Ovaries: Ovaries are the storing house for your egg follicles; every month, one of these egg follicles will mature and release an egg into the fallopian tubes. The ovaries are also responsible for producing estrogen and progesterone, which are vital for proper reproductive function. The eggs in each ovary are made before a woman is born. The most eggs a woman will ever have - about 7 million - is when there's still 20 weeks to go before birth. From this time on, the number of eggs will diminish in number, and none will be replaced. A girl is born with about 2 million eggs. At the time she has her first period there are about 400,000.
The Male Reproductive Organs
The testes lie in the scrotum, the pouch of skin located beneath the man's penis. The testes are the organs that produce sperm and testosterone.
From the testes, sperm pass slowly through the coiled channels of the epididymis, where they mature.
Once sperm are mature, they move into the vas deferens, a tube that connects the epididymis with the urethra via a common ejaculatory duct. The entire process of sperm formation takes approximately 72 days.
Once an egg has been released from the ovaries, it will begin to travel down the fallopian tubes towards the uterus. As it advances towards the uterus, it begins to produce an enzyme that helps to attract and guide any sperm that may have been ejaculated into the female reproductive system during sex.

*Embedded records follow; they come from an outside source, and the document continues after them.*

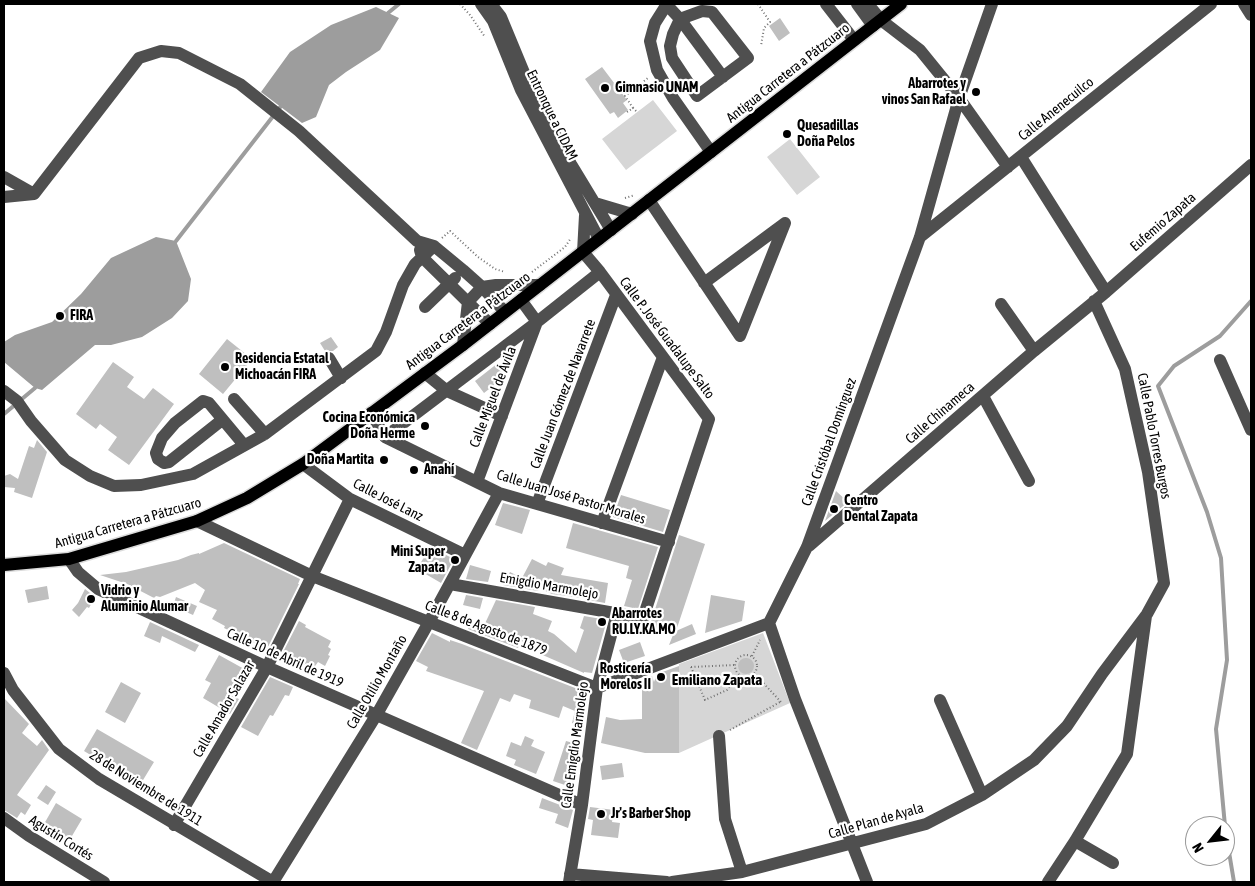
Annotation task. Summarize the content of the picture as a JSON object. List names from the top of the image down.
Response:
{
  "streets": {
    "main road": ["Antigua Carretera a Pátzcuaro"],
    "street": [
      "Calle Anenecuilco",
      "Entronque a CIDAM",
      "Eufemio Zapata",
      "Calle P. José Guadalupe Salto",
      "Calle Juan Gómez de Navarrete",
      "Calle Miguel de Ávila",
      "Calle Chinameca",
      "Calle Pablo Torres Burgos",
      "Calle Cristóbal Domínguez",
      "Calle Juan José Pastor Morales",
      "Calle José Lanz",
      "Emigdio Marmolejo",
      "Calle 8 de Agosto de 1879",
      "Calle 10 de Abril de 1919",
      "Calle Otilio Montaño",
      "Calle Amador Salazar",
      "Calle Emigdio Marmolejo",
      "28 de Noviembre de 1911",
      "Calle Plan de Ayala",
      "Agustín Cortés"
    ]
  },
  "crossings": [
    ["Antigua Carretera a Pátzcuaro", "Entronque a CIDAM"],
    ["Antigua Carretera a Pátzcuaro", "Calle P. José Guadalupe Salto"],
    ["Antigua Carretera a Pátzcuaro", "Calle José Lanz"],
    ["Antigua Carretera a Pátzcuaro", "Calle 8 de Agosto de 1879"],
    ["Antigua Carretera a Pátzcuaro", "Calle 10 de Abril de 1919"],
    ["Calle Anenecuilco", "Calle Cristóbal Domínguez"],
    ["Eufemio Zapata", "Calle Chinameca"],
    ["Eufemio Zapata", "Calle Pablo Torres Burgos"],
    ["Calle P. José Guadalupe Salto", "Calle Juan Gómez de Navarrete"],
    ["Calle P. José Guadalupe Salto", "Calle Juan José Pastor Morales"],
    ["Calle P. José Guadalupe Salto", "Emigdio Marmolejo"],
    ["Calle Juan Gómez de Navarrete", "Calle Juan José Pastor Morales"],
    ["Calle Miguel de Ávila", "Calle Juan José Pastor Morales"],
    ["Calle Chinameca", "Calle Pablo Torres Burgos"],
    ["Calle Chinameca", "Calle Cristóbal Domínguez"],
    ["Calle Pablo Torres Burgos", "Calle Plan de Ayala"],
    ["Calle Juan José Pastor Morales", "Calle Otilio Montaño"],
    ["Calle José Lanz", "Calle Otilio Montaño"],
    ["Calle José Lanz", "Calle Amador Salazar"],
    ["Emigdio Marmolejo", "Calle Otilio Montaño"],
    ["Emigdio Marmolejo", "Calle Emigdio Marmolejo"],
    ["Calle 8 de Agosto de 1879", "Calle Otilio Montaño"],
    ["Calle 8 de Agosto de 1879", "Calle Amador Salazar"],
    ["Calle 8 de Agosto de 1879", "Calle Emigdio Marmolejo"],
    ["Calle 10 de Abril de 1919", "Calle Otilio Montaño"],
    ["Calle 10 de Abril de 1919", "Calle Amador Salazar"],
    ["Calle 10 de Abril de 1919", "Calle Emigdio Marmolejo"],
    ["Calle Otilio Montaño", "28 de Noviembre de 1911"],
    ["Calle Amador Salazar", "28 de Noviembre de 1911"]
  ],
  "districts": ["Emiliano Zapata"],
  "places": [
    "Gimnasio UNAM",
    "Abarrotes y vinos San Rafael",
    "Quesadillas Doña Pelos",
    "FIRA",
    "Residencia Estatal Michoacán FIRA",
    "Cocina Económica Doña Herme",
    "Doña Martita",
    "Anahí",
    "Centro Dental Zapata",
    "Mini Super Zapata",
    "Vidrio y Aluminio Alumar",
    "Abarrotes RU.LY.KA.MO",
    "Rosticería Morelos II",
    "Jr's Barber Shop"
  ],
  "north": "bottom left"
}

Although a man releases millions of sperm when he ejaculates during orgasm, only a few hundred will be able to make it all the way from the cervix up into the uterus and then into the correct fallopian tube. Just one sperm will then be able to make its way through the eggs tough coating to fertilise the egg. The fertilised egg will then continue travelling down the fallopian tube to the uterus. Once in the uterus, the egg will implant itself into the endometrial lining and officially become an embryo.